Chapter 1
Tonight, as I crept out of my apartment, the front yard seemed bigger—the sky above dark and ominous.
Hallow’s Eve. The night of ghosts and ghouls. Never cared much for Halloween, but determined to catch the action, I pulled my sweater sleeves over my hands and headed for Wellington Street.
Earlier this evening, the guys had said that they were going to toilet-paper Sebastian’s house for getting Boone Lund in trouble at school this week. Problem was, Sebastian was David Pinet’s younger brother, and that made him almost untouchable because how close Nick Lund, the gang’s ring leader, was to David. But tonight, the guys had gotten the green light from Nick, and if he said jump, the other guys jumped, no questions asked.
The gang wanted to teach Sebastian Pinet a lesson. Supposedly, the reason Boone had attacked Sebastian at school and consequently been suspended was because Sebastian had called Boone’s older brother Nick a retard.
Big mistake. You didn’t call Nicolai Lund a retard and expect to live, no matter whose brother you were.
It was midnight, past my curfew, and I wasn’t supposed to be out this late, but I wanted to see what they’d done to David and Sebastian’s house. And of course, catch a glimpse of Nick.
These days, any excuse to be around my neighbor Nick was good enough for me.
There was a thin coat of frost on the ground and I walked fast, with my head down. Most houses were fully decked out for Halloween and some of them gave me the creeps. I hadn’t brought my inhaler and I was beginning to feel short of breath, so I slowed down near Gordon Street, near David and Sebastian’s house.
Then I heard voices.
I stopped. Nick’s voice was the deepest of them all. I could single it out easily. “Your little c*m stain of a brother had it coming,” I heard him say.

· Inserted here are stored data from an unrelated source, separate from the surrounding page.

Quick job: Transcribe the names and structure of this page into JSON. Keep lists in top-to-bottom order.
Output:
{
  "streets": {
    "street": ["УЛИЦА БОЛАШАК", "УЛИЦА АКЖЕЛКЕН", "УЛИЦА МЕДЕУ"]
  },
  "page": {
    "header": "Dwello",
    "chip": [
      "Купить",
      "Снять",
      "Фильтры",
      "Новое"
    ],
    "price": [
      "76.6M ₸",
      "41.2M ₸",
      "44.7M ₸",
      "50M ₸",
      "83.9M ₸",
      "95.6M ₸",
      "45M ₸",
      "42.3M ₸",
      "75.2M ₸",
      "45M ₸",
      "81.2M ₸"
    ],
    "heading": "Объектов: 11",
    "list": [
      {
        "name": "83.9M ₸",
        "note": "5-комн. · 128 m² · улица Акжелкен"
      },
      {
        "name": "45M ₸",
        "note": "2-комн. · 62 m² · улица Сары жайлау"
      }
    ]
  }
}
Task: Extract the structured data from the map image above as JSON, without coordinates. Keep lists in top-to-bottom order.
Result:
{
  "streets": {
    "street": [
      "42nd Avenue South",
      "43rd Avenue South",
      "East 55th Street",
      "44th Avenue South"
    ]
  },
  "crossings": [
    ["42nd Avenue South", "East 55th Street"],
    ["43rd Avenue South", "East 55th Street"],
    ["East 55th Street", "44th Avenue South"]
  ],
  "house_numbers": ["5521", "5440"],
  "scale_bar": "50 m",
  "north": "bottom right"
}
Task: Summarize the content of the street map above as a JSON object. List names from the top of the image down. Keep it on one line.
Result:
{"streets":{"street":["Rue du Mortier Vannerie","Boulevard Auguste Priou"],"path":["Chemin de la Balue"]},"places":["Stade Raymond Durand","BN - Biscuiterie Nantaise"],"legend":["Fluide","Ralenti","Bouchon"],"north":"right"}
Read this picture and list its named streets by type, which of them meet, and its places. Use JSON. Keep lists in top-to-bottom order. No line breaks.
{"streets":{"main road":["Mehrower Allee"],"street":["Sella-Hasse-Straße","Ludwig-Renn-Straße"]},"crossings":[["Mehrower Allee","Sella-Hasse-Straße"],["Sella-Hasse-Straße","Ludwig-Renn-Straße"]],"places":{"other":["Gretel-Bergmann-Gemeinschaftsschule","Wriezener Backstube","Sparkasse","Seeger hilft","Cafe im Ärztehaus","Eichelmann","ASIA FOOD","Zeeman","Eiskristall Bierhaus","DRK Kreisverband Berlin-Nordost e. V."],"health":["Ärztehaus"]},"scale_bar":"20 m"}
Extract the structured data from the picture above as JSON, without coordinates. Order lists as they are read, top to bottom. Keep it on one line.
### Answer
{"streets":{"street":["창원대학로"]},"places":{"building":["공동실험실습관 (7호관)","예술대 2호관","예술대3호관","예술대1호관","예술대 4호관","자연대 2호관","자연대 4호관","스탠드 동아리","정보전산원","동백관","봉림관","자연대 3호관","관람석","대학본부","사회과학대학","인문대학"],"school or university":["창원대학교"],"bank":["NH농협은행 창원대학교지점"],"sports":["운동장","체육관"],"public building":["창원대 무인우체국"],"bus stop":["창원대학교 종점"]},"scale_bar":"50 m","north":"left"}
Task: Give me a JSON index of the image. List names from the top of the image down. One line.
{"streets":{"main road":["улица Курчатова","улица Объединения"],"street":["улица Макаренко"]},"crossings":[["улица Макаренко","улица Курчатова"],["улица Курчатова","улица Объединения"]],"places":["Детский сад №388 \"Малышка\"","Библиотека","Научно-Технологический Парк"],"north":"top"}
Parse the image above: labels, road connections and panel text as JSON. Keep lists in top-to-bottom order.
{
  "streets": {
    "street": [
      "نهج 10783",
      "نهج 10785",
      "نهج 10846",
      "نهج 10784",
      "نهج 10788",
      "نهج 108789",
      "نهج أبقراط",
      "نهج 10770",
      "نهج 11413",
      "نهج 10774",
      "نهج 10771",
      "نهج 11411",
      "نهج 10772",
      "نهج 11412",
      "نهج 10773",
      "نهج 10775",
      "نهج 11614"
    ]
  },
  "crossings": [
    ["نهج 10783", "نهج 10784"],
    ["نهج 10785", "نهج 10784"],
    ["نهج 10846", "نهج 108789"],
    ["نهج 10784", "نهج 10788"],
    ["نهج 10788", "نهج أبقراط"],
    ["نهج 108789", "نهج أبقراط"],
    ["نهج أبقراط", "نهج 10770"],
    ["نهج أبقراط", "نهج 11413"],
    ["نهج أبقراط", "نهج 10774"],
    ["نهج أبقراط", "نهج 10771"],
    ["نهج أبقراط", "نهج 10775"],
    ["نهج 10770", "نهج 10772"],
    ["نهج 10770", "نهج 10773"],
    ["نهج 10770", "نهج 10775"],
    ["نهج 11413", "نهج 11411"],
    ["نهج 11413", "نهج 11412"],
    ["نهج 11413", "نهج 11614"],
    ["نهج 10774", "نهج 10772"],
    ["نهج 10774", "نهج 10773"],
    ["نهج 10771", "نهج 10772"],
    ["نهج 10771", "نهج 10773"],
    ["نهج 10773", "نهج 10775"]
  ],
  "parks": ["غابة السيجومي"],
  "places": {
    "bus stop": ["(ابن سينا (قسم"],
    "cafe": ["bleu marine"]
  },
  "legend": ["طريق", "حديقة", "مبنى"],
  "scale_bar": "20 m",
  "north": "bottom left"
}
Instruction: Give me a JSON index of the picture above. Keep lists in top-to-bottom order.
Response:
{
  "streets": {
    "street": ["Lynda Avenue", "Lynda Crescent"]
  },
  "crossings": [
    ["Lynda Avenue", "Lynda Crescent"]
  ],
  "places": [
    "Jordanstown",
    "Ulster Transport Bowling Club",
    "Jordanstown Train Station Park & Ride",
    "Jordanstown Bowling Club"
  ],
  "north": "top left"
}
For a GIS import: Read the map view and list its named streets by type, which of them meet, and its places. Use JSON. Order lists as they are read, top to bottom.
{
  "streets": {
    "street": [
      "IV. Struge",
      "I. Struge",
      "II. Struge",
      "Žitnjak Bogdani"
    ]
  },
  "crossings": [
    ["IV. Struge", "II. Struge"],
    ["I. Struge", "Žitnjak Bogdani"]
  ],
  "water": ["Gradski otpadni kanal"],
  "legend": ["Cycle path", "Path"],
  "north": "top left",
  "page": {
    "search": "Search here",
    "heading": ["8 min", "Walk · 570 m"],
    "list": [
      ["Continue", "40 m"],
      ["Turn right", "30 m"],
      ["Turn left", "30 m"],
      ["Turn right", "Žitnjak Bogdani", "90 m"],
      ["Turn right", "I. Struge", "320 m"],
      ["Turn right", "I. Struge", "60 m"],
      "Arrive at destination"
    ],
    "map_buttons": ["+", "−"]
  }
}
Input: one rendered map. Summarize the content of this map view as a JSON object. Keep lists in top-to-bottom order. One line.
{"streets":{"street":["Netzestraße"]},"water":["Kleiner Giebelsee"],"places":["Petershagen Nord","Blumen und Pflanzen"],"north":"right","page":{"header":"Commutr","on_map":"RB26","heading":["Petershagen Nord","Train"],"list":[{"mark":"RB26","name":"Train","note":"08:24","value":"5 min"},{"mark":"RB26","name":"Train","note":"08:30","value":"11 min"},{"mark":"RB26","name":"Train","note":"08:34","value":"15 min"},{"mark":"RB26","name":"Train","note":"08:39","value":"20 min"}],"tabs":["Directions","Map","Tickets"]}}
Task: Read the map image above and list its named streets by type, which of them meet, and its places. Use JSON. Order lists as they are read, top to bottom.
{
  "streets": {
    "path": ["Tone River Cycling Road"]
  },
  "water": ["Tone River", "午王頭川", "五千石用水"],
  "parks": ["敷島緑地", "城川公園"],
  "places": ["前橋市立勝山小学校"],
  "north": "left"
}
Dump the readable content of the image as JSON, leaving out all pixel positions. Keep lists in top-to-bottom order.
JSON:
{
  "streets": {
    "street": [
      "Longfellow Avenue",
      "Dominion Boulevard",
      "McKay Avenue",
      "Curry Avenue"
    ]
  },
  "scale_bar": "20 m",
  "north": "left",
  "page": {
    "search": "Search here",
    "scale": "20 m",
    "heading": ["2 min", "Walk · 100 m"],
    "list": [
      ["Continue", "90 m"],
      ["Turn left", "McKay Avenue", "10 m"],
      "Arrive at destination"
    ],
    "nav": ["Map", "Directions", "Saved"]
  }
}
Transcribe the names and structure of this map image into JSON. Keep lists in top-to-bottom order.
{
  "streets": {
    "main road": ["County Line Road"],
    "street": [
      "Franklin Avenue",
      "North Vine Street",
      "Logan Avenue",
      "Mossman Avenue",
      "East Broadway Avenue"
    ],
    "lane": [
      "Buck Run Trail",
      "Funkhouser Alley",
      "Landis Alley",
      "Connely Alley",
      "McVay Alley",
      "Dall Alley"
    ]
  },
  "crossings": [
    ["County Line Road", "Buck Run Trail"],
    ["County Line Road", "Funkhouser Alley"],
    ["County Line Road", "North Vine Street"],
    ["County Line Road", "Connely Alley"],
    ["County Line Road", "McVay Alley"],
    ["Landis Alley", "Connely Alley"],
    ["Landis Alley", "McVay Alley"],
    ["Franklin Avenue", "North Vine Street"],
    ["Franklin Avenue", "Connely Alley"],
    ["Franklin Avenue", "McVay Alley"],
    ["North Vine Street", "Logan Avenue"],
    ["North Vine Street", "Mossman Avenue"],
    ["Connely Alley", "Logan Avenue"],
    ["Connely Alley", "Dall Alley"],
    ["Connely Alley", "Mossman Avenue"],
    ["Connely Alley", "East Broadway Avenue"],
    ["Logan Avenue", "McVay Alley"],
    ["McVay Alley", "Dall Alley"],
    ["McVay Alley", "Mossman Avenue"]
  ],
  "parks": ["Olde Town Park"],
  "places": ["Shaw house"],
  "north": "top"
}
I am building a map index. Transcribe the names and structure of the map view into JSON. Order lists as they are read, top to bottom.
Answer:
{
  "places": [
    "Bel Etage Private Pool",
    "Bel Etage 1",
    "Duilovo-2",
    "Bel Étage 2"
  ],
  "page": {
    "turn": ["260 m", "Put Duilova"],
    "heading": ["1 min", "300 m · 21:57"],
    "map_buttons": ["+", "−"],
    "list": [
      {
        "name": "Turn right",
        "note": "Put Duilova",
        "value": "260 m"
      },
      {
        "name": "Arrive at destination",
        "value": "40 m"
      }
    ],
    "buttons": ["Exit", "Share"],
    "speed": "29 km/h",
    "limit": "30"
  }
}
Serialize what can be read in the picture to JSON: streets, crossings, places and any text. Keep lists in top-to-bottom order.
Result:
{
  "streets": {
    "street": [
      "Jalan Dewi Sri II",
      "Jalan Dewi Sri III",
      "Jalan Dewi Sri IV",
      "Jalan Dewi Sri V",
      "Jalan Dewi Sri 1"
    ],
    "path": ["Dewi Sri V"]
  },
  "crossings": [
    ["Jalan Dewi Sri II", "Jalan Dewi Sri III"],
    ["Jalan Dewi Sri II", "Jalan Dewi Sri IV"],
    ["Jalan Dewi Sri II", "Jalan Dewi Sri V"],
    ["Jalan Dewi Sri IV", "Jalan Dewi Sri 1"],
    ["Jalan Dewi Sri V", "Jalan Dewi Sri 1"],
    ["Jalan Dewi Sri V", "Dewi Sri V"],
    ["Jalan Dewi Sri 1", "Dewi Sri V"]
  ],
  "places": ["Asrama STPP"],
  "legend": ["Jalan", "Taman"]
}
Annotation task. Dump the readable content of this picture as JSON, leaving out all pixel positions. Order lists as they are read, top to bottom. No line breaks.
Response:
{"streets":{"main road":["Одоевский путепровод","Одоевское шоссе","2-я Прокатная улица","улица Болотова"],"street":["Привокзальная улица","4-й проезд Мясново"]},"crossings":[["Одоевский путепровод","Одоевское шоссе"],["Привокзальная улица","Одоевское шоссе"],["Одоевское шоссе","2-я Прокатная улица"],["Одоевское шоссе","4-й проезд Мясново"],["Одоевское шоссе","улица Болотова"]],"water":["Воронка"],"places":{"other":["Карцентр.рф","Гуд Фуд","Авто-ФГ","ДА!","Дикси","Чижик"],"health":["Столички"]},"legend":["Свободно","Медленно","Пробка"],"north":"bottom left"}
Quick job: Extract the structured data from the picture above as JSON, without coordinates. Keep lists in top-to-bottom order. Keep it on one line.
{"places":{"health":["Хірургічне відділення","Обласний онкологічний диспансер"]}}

“Boone hit my brother, Nick!” David yelled. “You can’t come over here with your posse and TP my damn tree!”
I came up on them, walking with my hands in my pockets. As usual, none of the guys acknowledged me.
David’s big maple tree looked like the dress little Lene Lund wore when she was a flower girl last year. I guess Nick had gotten toilet paper from everyone who would give it to him. Also, the guys had egged the front door really badly. It looked like an omelet.
Then I saw Sebastian rolling on the ground with JF, the two of them punching each other’s shoulders and growling like mad dogs. They were tough as hell for little boys. I stayed clear of those two, whenever I could.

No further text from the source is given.